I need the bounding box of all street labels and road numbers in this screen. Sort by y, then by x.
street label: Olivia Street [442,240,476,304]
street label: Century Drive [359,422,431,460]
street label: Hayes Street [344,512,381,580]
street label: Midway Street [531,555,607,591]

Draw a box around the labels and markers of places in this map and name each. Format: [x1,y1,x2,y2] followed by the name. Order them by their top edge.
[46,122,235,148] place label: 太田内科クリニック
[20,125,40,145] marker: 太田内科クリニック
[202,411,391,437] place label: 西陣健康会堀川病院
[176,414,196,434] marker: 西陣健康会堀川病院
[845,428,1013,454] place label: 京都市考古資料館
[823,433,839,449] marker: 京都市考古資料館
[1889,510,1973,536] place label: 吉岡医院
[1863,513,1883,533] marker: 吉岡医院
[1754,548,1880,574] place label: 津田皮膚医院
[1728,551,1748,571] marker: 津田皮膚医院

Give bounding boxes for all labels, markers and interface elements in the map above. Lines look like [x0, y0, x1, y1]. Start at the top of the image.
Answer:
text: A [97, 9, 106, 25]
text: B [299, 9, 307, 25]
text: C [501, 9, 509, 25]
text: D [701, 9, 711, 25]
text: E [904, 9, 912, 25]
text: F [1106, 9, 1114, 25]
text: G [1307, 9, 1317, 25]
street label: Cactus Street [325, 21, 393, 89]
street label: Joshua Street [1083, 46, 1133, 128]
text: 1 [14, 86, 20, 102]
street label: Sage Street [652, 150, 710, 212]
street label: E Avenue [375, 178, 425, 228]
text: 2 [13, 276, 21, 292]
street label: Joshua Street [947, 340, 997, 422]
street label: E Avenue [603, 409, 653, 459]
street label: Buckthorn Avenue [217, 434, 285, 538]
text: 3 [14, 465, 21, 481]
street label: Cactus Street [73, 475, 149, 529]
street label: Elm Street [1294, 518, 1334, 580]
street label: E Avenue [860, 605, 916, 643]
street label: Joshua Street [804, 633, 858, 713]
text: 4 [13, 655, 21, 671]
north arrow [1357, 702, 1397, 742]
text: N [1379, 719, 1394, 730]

--*--

Take the data above and return it exactly.

> [Solution]:
I need the bounding box of all street labels and road numbers in this screen. Sort by y, then by x.
street label: Olivia Street [442,240,476,304]
street label: Century Drive [359,422,431,460]
street label: Hayes Street [344,512,381,580]
street label: Midway Street [531,555,607,591]

Draw a box around the labels and markers of places in this map and name each. Format: [x1,y1,x2,y2] followed by the name. Order them by their top edge.
[46,122,235,148] place label: 太田内科クリニック
[20,125,40,145] marker: 太田内科クリニック
[202,411,391,437] place label: 西陣健康会堀川病院
[176,414,196,434] marker: 西陣健康会堀川病院
[845,428,1013,454] place label: 京都市考古資料館
[823,433,839,449] marker: 京都市考古資料館
[1889,510,1973,536] place label: 吉岡医院
[1863,513,1883,533] marker: 吉岡医院
[1754,548,1880,574] place label: 津田皮膚医院
[1728,551,1748,571] marker: 津田皮膚医院

Give bounding boxes for all labels, markers and interface elements in the map above. Lines look like [x0, y0, x1, y1]. Start at the top of the image.
Answer:
text: A [97, 9, 106, 25]
text: B [299, 9, 307, 25]
text: C [501, 9, 509, 25]
text: D [701, 9, 711, 25]
text: E [904, 9, 912, 25]
text: F [1106, 9, 1114, 25]
text: G [1307, 9, 1317, 25]
street label: Cactus Street [325, 21, 393, 89]
street label: Joshua Street [1083, 46, 1133, 128]
text: 1 [14, 86, 20, 102]
street label: Sage Street [652, 150, 710, 212]
street label: E Avenue [375, 178, 425, 228]
text: 2 [13, 276, 21, 292]
street label: Joshua Street [947, 340, 997, 422]
street label: E Avenue [603, 409, 653, 459]
street label: Buckthorn Avenue [217, 434, 285, 538]
text: 3 [14, 465, 21, 481]
street label: Cactus Street [73, 475, 149, 529]
street label: Elm Street [1294, 518, 1334, 580]
street label: E Avenue [860, 605, 916, 643]
street label: Joshua Street [804, 633, 858, 713]
text: 4 [13, 655, 21, 671]
north arrow [1357, 702, 1397, 742]
text: N [1379, 719, 1394, 730]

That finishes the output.